At the extremes of the above-mentioned two dimensions, we could define three molecular profiles with prognostic and therapeutic implications (Fig. 4). The first profile (hot/IC+/Angio+) would correspond to “hot” tumours (highly infiltrated with T lymphocytes), enriched for non-epithelioid types (biphasic and sarcomatoid), and characterized by the high expression of pro-angiogenic genes (VEGFR1, VEGFR3, and PDGFRB) and ICs (PD(L)1, CTLA4, TIM3, and LAG3). Patients developing tumours with this profile are expected to show a short median survival (7 months). These characteristics are in line with published data suggesting that PD(L)1 expression by immunohistochemistry is correlated with non-epithelioid histology and poor survival [36].
Fig. 4.
Characteristics of the three Malignant Pleural Mesothelioma transcriptomic profiles.

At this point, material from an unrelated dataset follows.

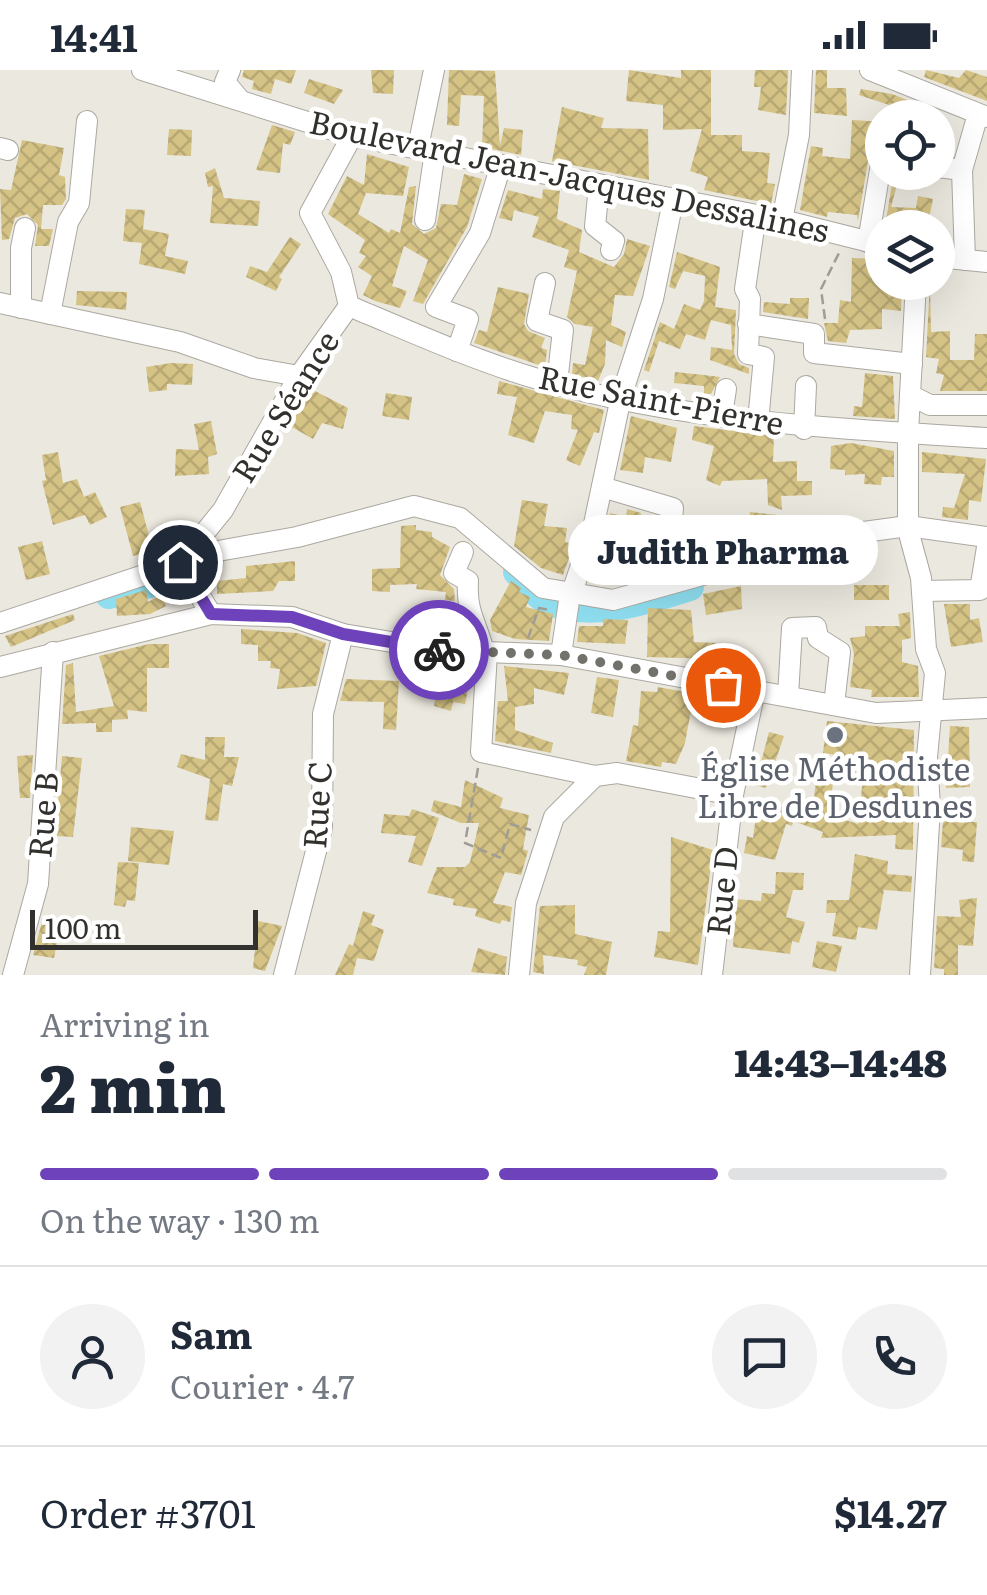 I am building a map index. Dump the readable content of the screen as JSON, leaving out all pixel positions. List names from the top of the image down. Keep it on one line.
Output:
{"streets":{"street":["Boulevard Jean-Jacques Dessalines","Rue Saint-Pierre","Rue Séance","Rue C","Rue B","Rue D"]},"crossings":[["Boulevard Jean-Jacques Dessalines","Rue Séance"],["Rue Saint-Pierre","Rue Séance"]],"places":["Judith Pharma","Église Méthodiste Libre de Desdunes"],"scale_bar":"100 m","page":{"status":"14:41","bubble":"Judith Pharma","scale":"100 m","heading":["2 min","Arriving in","14:43–14:48"],"panel":["Sam","Courier · 4.7","Order #3701","$14.27"],"bar":"On the way · 130 m"}}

The schematic position of samples harbouring a given profile in the two-dimensional summary from Fig. 1a (n = 284) is represented in the bottom right panel. For each profile, the hallmarks of cancer generally upregulated are indicated by pictograms in the upper left part, the histological type composition is represented by a pie chart in the upper right part, the proportion of tumour infiltrating lymphocytes estimated from the RNA-seq data (Figs. 1 and S10) is represented by a bar plot in the bottom left part, and the expression of representative genes is represented by a radar plot in the bottom right part. Tissue MicroArray (TMA) IHC staining from the technical validation series, with 0.6 mm core diameter at 5.2× magnification, for the five-gene panel, are presented above each panel.
The second profile (VEGFR2+/VISTA+) would correspond to tumours with high expression levels of VEGFR2 and VISTA, enriched for the epithelioid type. Patients carrying tumours with this profile are expected to show the best median survival (36 months). Despite its suggested immunosuppressive role [37], VISTA expression in tumour cells has been associated with increased tumour-infiltrating lymphocytes, PD-1, a favourable immune microenvironment, and with better overall survival in hepatocellular carcinoma [38] and non-small cell lung cancer [39]. Although also associated with better survival, we found that VISTA expression is associated with VEGFR2 expression, further supporting the possible interaction of these two pathways in MPM. Interestingly, VISTA was the only protein with significant expression differences between epithelioid subtypes, suggesting a potential diagnostic value.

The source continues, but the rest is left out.